7e féminicide en deux mois : la CSN des Laurentides appelle à agir
Un nouveau féminicide est survenu à Saint-Jérôme, portant à sept le nombre de femmes tuées dans un contexte de violence en seulement deux mois au Québec. Devant cette situation, le Conseil central des Laurentides de la CSN (CCSNL-CSN) presse le gouvernement d’agir davantage pour soutenir les organismes qui viennent en aide aux femmes.
Pour Judith Trudeau, vice-présidente du CCSNL-CSN, chaque féminicide représente un échec collectif. « À chaque féminicide, c’est la société qui échoue. On n’a pas été capables de repérer, de voir ou d’agir à temps », affirme-t-elle en entrevue avec Le Nord.
Elle précise toutefois qu’il ne s’agit pas de blâmer les organismes qui travaillent auprès des femmes victimes de violence. Selon elle, ceux-ci font déjà beaucoup avec des ressources limitées. « Ce n’est vraiment pas un blâme envers eux. C’est plutôt un manque de financement et de soutien pour les organismes qui œuvrent auprès des femmes », explique-t-elle.
Des ressources jugées insuffisantes
Dans un communiqué diffusé le 6 mars, l’organisation syndicale rappelle que les groupes communautaires peinent toujours à obtenir un financement adéquat, alors que les besoins demeurent importants.

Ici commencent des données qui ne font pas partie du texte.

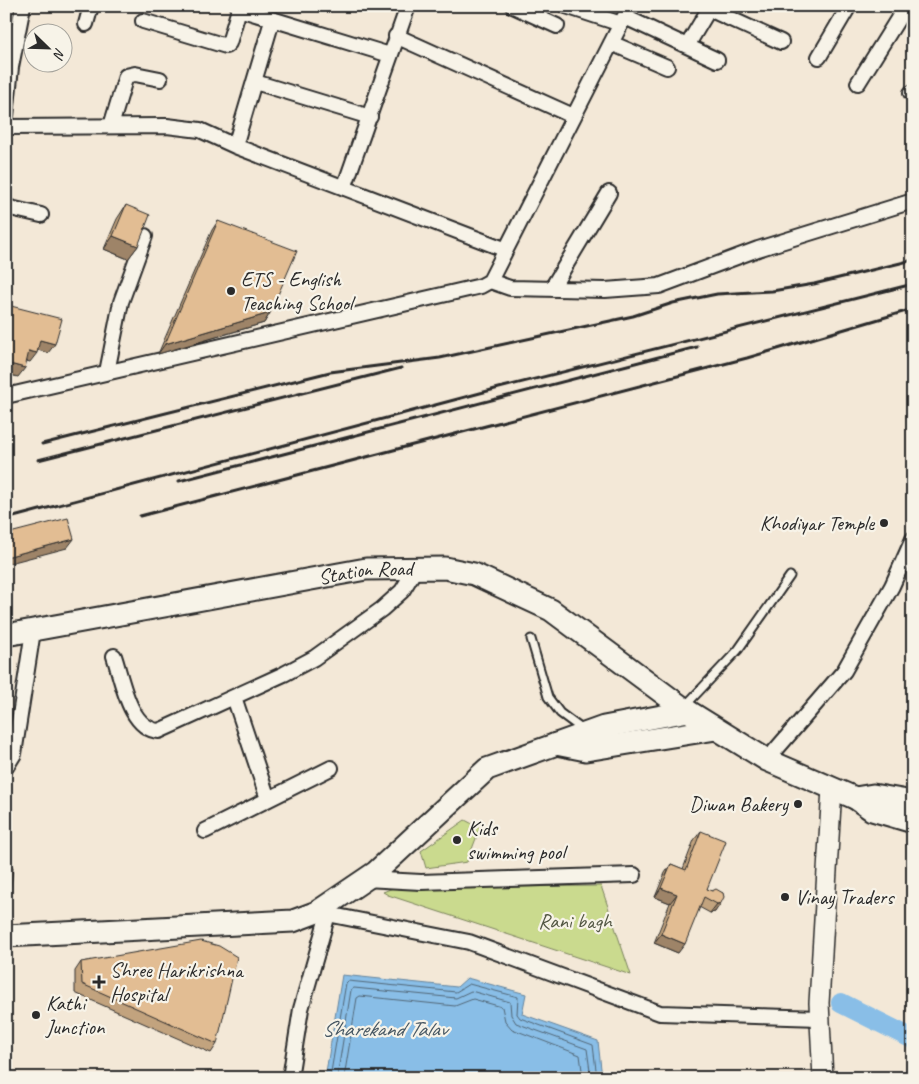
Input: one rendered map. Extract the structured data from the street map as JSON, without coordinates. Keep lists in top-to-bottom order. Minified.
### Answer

La présidente du conseil central, Chantal Maillé, souligne également que la violence envers les femmes s’inscrit dans un contexte plus large d’inégalités et de discours antiféministes qui circulent notamment sur les réseaux sociaux. Elle croit que ces discours peuvent contribuer à banaliser la violence et à fragiliser les acquis des femmes.
Pour Judith Trudeau, la solution passe entre autres par un renforcement du filet social et par davantage d’éducation. Elle évoque l’importance de la sensibilisation dans les écoles et dans la société en général, notamment par rapport aux relations égalitaires et de consentement.
Un climat social préoccupant
La vice-présidente dit aussi s’inquiéter de la montée de certains discours masculinistes, qui seraient de plus en plus visibles chez les jeunes. Selon elle, plusieurs enseignants et intervenants observent une réception plus difficile des discours féministes dans certains milieux éducatifs.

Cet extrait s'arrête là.